Corporate Governance

Mizuno is based on its corporate philosophy called “Contributing to society through the advancement of sporting goods and the promotion of sports” and think that the rationality & objectivity of business judgment, swiftness & transparency of decision making are important to raise up corporate value of Mizuno group. Mizuno endeavors to construct and strengthen corporate governance system being able to realize them.

Corporate Governance System

With the resolution adopted at the 103rd annual General Meeting of Shareholders on June 23, 2016, Mizuno became a company with an audit and supervisory committee for corporate governance purposes. Directors serving as members of the audit and supervisory committee have voting rights at the Board of Directors. With the improved effectiveness of auditing and supervision in comparison with those of auditors, they are expected to carry out enhanced corporate governance.

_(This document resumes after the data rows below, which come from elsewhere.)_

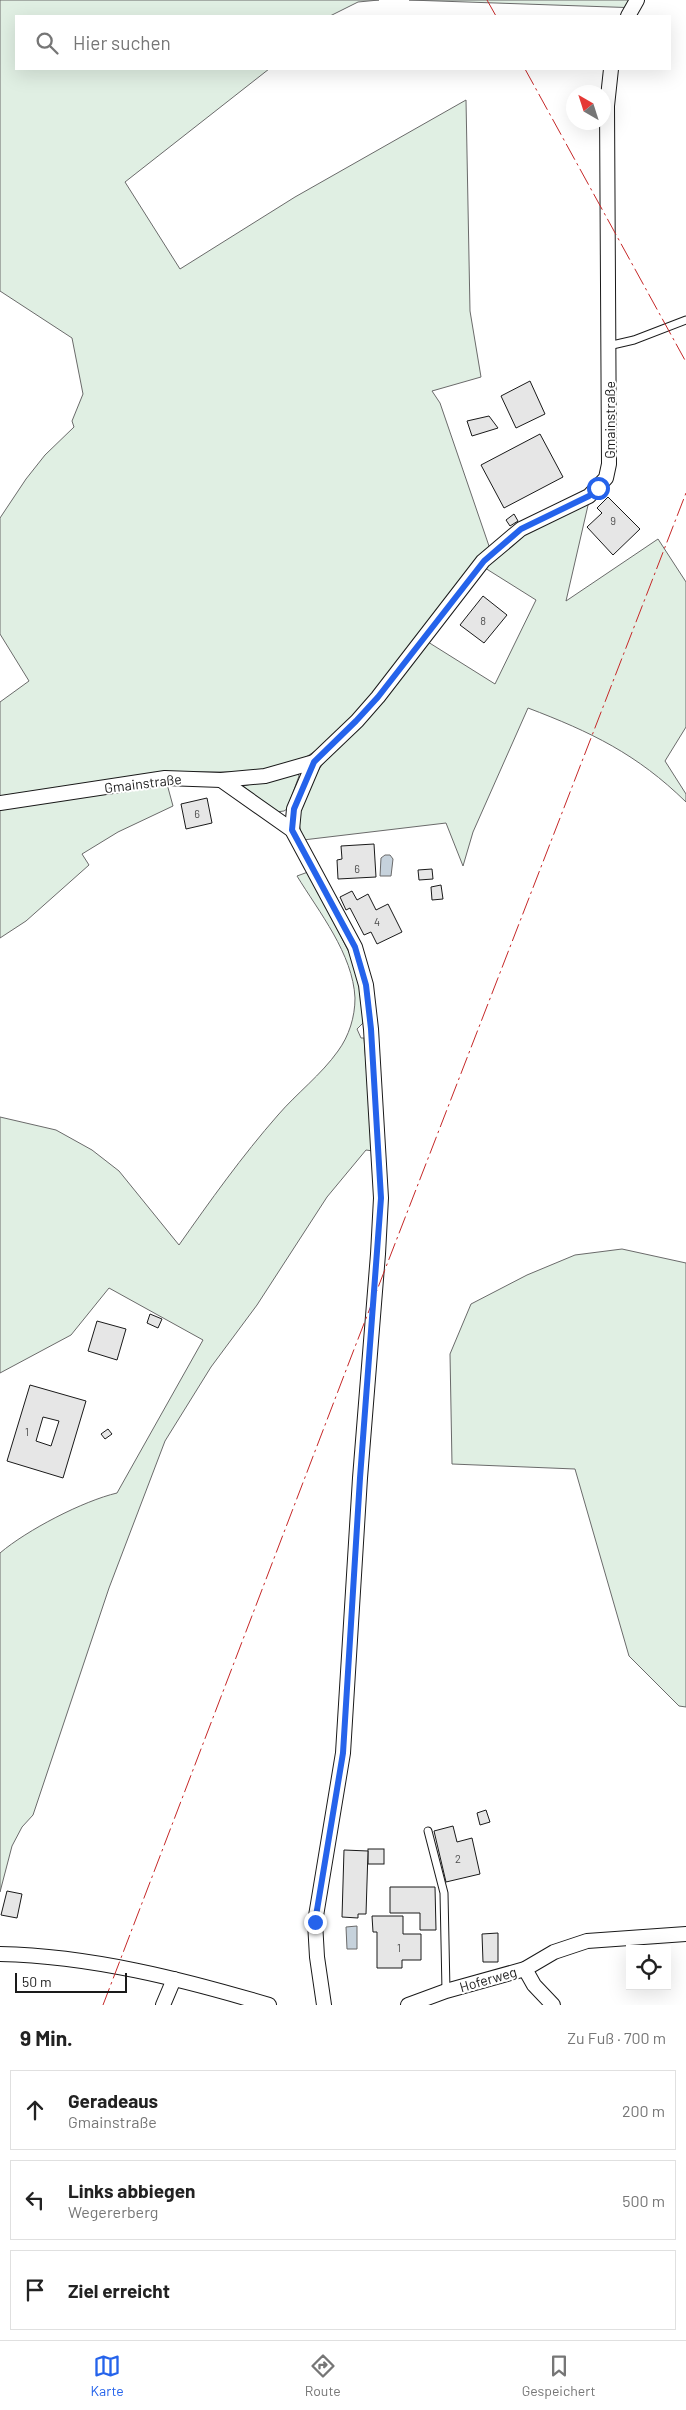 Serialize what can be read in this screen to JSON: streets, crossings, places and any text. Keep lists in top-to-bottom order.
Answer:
{
  "streets": {
    "street": ["Gmainstraße", "Hoferweg"]
  },
  "house_numbers": [
    "9",
    "8",
    "6",
    "6",
    "4",
    "1",
    "2",
    "1"
  ],
  "scale_bar": "50 m",
  "north": "top left",
  "page": {
    "search": "Hier suchen",
    "scale": "50 m",
    "heading": ["9 Min.", "Zu Fuß · 700 m"],
    "list": [
      ["Geradeaus", "Gmainstraße", "200 m"],
      ["Links abbiegen", "Wegererberg", "500 m"],
      "Ziel erreicht"
    ],
    "nav": ["Karte", "Route", "Gespeichert"]
  }
} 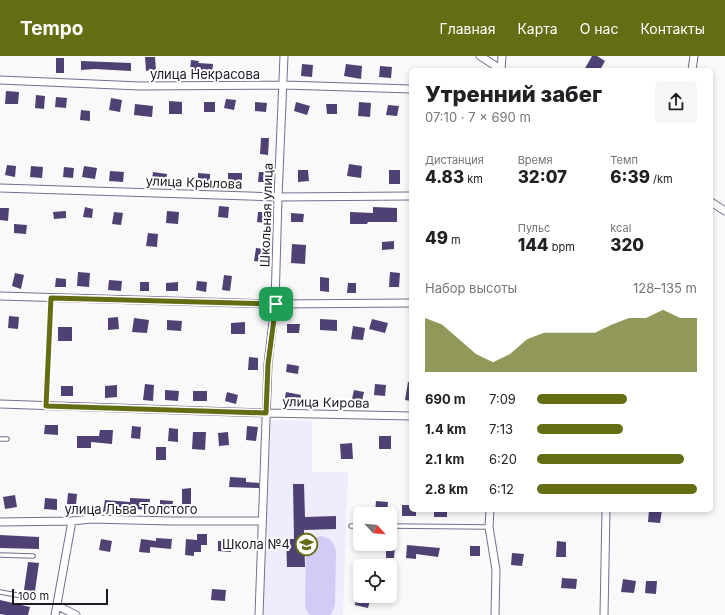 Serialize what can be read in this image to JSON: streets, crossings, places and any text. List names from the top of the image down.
{
  "streets": {
    "street": [
      "улица Некрасова",
      "улица Крылова",
      "Школьная улица",
      "улица Кирова",
      "улица Льва Толстого"
    ]
  },
  "crossings": [
    ["улица Некрасова", "Школьная улица"],
    ["улица Крылова", "Школьная улица"],
    ["Школьная улица", "улица Кирова"],
    ["Школьная улица", "улица Льва Толстого"]
  ],
  "places": {
    "school or university": ["Школа №4"]
  },
  "scale_bar": "100 m",
  "north": "bottom right",
  "page": {
    "header": "Tempo",
    "nav": [
      "Главная",
      "Карта",
      "О нас",
      "Контакты"
    ],
    "heading": ["Утренний забег", "07:10 · 7 × 690 m"],
    "stats": [
      ["Дистанция", "4.83 km"],
      ["Время", "32:07"],
      ["Темп", "6:39 /km"],
      ["49 m"],
      ["Пульс", "144 bpm"],
      ["kcal", "320"]
    ],
    "chart": ["Набор высоты", "128–135 m"],
    "list": [
      {
        "name": "690 m",
        "note": "7:09"
      },
      {
        "name": "1.4 km",
        "note": "7:13"
      },
      {
        "name": "2.1 km",
        "note": "6:20"
      },
      {
        "name": "2.8 km",
        "note": "6:12"
      }
    ],
    "scale": "100 m"
  }
} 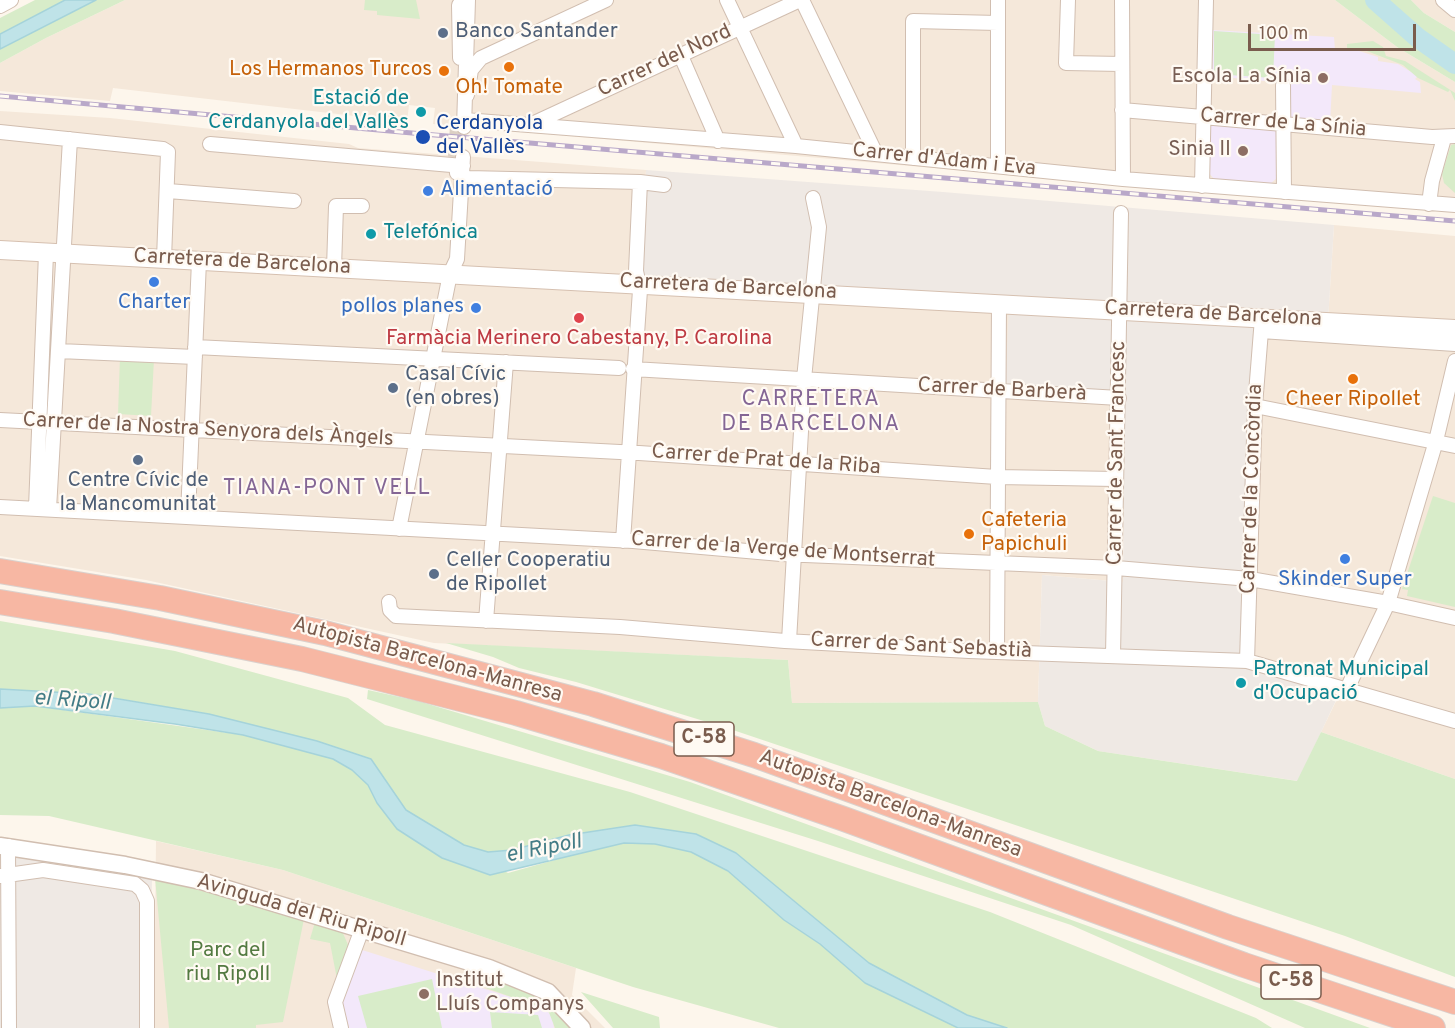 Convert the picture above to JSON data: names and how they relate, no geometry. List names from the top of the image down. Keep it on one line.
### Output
{"streets":{"highway":["Autopista Barcelona-Manresa","C-58"],"main road":["Carretera de Barcelona"],"street":["Carrer del Nord","Carrer de La Sínia","Carrer d'Adam i Eva","Carrer de Barberà","Carrer de la Nostra Senyora dels Àngels","Carrer de Sant Francesc","Carrer de Prat de la Riba","Carrer de la Concòrdia","Carrer de la Verge de Montserrat","Carrer de Sant Sebastià","Avinguda del Riu Ripoll"]},"crossings":[["Carrer del Nord","Carrer d'Adam i Eva"],["Carretera de Barcelona","Carrer de Sant Francesc"],["Carretera de Barcelona","Carrer de la Concòrdia"],["Carrer de Barberà","Carrer de Sant Francesc"],["Carrer de la Nostra Senyora dels Àngels","Carrer de Prat de la Riba"],["Carrer de Sant Francesc","Carrer de Prat de la Riba"],["Carrer de Sant Francesc","Carrer de la Verge de Montserrat"],["Carrer de Sant Francesc","Carrer de Sant Sebastià"],["Carrer de la Concòrdia","Carrer de la Verge de Montserrat"],["Carrer de la Concòrdia","Carrer de Sant Sebastià"]],"districts":["CARRETERA DE BARCELONA","TIANA-PONT VELL"],"water":["el Ripoll"],"parks":["Parc del riu Ripoll"],"places":["Banco Santander","Oh! Tomate","Los Hermanos Turcos","Escola La Sínia","Estació de Cerdanyola del Vallès","Cerdanyola del Vallès","Sinia II","Alimentació","Telefónica","Charter","pollos planes","Farmàcia Merinero Cabestany, P. Carolina","Cheer Ripollet","Casal Cívic (en obres)","Centre Cívic de la Mancomunitat","Cafeteria Papichuli","Skinder Super","Celler Cooperatiu de Ripollet","Patronat Municipal d'Ocupació","Institut Lluís Companys"],"scale_bar":"100 m"}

On the occasion of the General Meeting of Shareholders mentioned above, the Board of Directors revised the Articles of Incorporation to stipulate that Mizuno shall have a maximum of seven directors excluding those also serving as members of the audit and supervisory committee, and a maximum of three directors also serving as members of the audit and supervisory committee. As of July 1, 2017, Mizuno has five directors not serving as members of the audit and supervisory committee and three directors also serving as members of the audit and supervisory committee.

Four of the five directors not serving as members of the audit and supervisory committee, including the president, engage in business execution, while the other director is an outside director.

Among the three directors also serving as members of the audit and supervisory committee, one is a full-time member of the said committee, while two are outside directors. The committee will audit the business execution of the entire group, including the directors’ implementation of duties, with the use of the internal control system. In addition, the members of the audit and supervisory committee aim to improve audit efficiency in collaboration with the accounting auditor.

The outside directors are expected to supervise business administration from an objective standpoint based on impartial judgment without prejudices, such as conventional practices in the industry and business relations. Mizuno selects human resources for the posts in the hope that they will maintain a distance from business execution to take action and make comments from the independent and impartial perspective of ordinary shareholders.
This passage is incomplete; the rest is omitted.